Felix Timmermans “Le ore liete della beghina Sinforosa”, Bibliotheka

Torna in libreria dopo 65 anni con una nuova traduzione il racconto ormai introvabile di Felix Timmermans De zeer schone uren van juffrouw Symforosa, begijntje, del 1918. 

Copertina dei racconti di Felix Timmermans "Le ore liete della beghina Sinforosa", Bibliotheka

A cura di Francesca Barresi

Illustrazioni di Jules Joseph Fonteyne,  testo fiammingo a fronte

Bibliotheka

Dal 17 luglio

La storia di un amore che fugge e trascina il lettore in un teatro dove va in scena una sognante rappresentazione. La beghina Sinforosa attende invano che Martino, il giardiniere di cui è innamorata, corrisponda i suoi sentimenti. L’incontro tra i due avviene in un roseto: qui l’incantesimo tocca il suo culmine e trova il suo epilogo, l’infatuazione si realizza e svanisce d’un colpo, i due amori si divaricano. La trama si gioca attorno al raggiungimento di un punto di incontro che sfugge continuamente, per poi restare irrealizzato. Lo scrittore ne racconta i movimenti lasciandoli sospesi nel loro inappagato desiderio, cesellando sulla dinamica di questa tensione la psicologia dei personaggi.

Timmermans nutriva un profondo amore per il beghinaggio cittadino, uno dei più antichi del Belgio, risalente alla prima metà del XIII secolo: qui l’autore sceglie di far risuonare ‘le ore liete’ della giovane Sinforosa, descrivendo il beghinaggio con la maestria di un acquerellista che utilizza trasparenze, velature, coloriture deli­cate e tocchi leggeri. L’opera può essere classificata come un poemetto in prosa che si colloca nella più ampia narrativa fiamminga, dove fa breccia una psicologia del pro­fondo e affiora la sostanza spirituale e identitaria di una precisa enclave linguistica e culturale, attin­gendo i propri temi nel vissuto e nel linguaggio di mistici, poeti e artisti locali. La scena in cui si muovono i protagonisti, più che riflettere un ideale arcaico e anti-capitalistico sembra riecheggiare uno stato di grazia pre-moderno in cui si avvera l’incantesimo dell’amore nostalgico tra Sinforosa e Martino. (Francesca Barresi)

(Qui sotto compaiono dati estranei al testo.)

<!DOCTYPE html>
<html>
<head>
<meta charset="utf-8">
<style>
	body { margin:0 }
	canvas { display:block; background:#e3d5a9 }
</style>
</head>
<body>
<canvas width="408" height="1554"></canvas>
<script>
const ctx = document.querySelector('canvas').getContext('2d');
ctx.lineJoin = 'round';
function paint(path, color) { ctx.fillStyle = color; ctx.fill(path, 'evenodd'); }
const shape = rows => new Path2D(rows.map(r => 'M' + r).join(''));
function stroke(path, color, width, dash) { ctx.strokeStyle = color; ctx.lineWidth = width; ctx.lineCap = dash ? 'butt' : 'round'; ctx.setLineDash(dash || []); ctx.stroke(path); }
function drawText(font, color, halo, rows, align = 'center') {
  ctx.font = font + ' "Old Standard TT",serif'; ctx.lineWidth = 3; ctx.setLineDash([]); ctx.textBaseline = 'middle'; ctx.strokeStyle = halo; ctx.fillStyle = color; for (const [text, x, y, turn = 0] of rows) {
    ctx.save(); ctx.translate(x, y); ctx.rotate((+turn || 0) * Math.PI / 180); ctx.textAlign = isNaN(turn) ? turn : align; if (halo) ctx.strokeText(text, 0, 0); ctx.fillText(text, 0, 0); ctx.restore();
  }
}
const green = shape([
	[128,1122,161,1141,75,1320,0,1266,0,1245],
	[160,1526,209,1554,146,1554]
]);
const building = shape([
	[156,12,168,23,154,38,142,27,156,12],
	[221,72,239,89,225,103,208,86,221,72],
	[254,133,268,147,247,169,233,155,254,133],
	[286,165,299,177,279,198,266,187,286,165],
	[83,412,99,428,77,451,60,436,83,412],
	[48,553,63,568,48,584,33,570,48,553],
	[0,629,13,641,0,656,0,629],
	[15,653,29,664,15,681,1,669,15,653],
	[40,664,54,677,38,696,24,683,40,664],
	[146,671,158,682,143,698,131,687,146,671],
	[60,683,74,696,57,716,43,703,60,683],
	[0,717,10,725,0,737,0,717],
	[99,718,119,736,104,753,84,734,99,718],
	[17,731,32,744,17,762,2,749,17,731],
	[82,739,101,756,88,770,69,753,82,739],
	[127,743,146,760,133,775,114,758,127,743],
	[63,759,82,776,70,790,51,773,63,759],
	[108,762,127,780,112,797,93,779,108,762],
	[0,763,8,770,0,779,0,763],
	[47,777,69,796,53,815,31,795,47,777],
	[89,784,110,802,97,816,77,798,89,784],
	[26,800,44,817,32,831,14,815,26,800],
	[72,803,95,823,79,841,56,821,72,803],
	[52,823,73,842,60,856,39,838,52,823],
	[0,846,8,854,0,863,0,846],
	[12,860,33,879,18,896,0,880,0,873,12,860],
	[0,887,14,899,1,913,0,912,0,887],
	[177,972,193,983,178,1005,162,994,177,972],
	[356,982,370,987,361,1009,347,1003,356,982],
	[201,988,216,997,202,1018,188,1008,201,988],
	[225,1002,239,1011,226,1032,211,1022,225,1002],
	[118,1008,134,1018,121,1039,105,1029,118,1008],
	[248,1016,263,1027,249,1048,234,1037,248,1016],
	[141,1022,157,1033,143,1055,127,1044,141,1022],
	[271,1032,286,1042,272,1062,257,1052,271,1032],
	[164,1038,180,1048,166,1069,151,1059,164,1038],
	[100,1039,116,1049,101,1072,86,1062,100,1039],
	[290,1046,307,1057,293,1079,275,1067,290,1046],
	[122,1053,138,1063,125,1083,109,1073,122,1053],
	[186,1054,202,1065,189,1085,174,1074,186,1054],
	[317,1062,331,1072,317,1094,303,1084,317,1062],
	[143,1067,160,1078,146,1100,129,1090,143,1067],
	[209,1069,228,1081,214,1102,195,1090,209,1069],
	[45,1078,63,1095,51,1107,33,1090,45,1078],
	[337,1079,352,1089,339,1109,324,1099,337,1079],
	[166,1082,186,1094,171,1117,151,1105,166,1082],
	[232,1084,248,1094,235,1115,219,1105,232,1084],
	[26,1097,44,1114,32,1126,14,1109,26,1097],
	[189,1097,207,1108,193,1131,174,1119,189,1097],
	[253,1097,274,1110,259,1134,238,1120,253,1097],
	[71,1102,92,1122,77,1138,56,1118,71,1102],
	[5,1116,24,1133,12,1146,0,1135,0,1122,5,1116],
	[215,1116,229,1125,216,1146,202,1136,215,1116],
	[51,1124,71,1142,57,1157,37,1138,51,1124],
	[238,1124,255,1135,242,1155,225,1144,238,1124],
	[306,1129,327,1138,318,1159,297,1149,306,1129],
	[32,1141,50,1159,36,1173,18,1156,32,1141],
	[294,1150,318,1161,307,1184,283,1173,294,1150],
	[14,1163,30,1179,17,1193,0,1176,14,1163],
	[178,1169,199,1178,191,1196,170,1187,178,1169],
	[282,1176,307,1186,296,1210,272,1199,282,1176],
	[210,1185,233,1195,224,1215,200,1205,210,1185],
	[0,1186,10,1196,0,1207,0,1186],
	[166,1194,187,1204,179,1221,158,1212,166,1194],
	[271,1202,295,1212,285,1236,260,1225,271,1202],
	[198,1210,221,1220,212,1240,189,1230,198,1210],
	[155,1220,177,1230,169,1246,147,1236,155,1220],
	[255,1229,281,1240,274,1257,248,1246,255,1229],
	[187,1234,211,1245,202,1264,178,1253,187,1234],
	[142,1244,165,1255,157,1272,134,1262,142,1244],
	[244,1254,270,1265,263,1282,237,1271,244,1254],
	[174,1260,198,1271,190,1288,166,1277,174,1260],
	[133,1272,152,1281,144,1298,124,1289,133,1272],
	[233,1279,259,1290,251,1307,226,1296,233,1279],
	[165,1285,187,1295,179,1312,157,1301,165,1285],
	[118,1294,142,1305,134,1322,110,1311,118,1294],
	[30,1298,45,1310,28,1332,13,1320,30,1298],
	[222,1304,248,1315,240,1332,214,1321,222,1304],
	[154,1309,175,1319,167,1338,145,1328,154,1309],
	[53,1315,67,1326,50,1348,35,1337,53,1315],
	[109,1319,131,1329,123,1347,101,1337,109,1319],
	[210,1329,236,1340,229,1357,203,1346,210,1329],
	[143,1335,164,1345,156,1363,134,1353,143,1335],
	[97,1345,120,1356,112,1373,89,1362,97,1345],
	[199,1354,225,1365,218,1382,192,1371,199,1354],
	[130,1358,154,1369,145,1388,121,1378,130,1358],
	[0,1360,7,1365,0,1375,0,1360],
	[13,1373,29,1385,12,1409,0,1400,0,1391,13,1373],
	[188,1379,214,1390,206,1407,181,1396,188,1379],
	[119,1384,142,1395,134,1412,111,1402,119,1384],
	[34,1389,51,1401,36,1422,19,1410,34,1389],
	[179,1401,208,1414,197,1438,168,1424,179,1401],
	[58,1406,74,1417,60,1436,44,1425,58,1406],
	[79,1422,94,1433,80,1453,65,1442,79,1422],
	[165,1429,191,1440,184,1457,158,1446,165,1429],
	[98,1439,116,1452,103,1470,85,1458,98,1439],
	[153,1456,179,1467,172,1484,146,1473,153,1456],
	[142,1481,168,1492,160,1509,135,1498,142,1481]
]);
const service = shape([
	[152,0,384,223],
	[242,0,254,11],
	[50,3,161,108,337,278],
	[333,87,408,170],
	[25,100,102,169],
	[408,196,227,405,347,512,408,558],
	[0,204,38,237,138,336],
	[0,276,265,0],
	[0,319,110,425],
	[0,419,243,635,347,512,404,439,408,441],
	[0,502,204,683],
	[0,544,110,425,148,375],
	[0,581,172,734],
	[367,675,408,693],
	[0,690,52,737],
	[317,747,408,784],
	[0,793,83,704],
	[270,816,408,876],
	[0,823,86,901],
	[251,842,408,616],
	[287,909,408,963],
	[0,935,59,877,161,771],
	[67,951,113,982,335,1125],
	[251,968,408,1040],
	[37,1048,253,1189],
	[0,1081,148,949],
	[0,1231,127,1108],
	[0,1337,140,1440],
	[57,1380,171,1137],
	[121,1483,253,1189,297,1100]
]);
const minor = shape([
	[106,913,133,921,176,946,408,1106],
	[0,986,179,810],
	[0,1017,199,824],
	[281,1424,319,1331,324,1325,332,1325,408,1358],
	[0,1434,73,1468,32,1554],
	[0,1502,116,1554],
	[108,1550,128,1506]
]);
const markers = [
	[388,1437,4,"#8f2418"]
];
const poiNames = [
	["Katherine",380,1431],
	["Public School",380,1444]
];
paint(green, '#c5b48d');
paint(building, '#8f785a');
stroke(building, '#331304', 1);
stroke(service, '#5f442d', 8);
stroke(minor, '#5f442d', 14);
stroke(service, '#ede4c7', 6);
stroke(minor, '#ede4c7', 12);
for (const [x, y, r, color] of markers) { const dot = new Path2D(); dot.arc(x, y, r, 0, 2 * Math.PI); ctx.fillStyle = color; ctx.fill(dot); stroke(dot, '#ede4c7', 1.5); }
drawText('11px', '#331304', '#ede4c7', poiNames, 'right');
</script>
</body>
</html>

Felix Timmermans (Lier 1886-1947), scrittore belga di lingua nederlandese, è stato candidato tre volte al Premio Nobel per la letteratura. Noto per il romanzo Pallieter e per il quadro di vita fiamminga Salmo contadino, ha scritto vari racconti e le biografie dedicate a San Francesco e ai pittori Bruegel e Adriaen Brouwer.

Jules Joseph Fonteyne (Bruges 1878-1964), artista fiammingo, è stato pittore, incisore e illustratore di libri. Nel 1927 fu nominato direttore dell’Accademia di Bruges, incarico che affiancò all’insegnamento.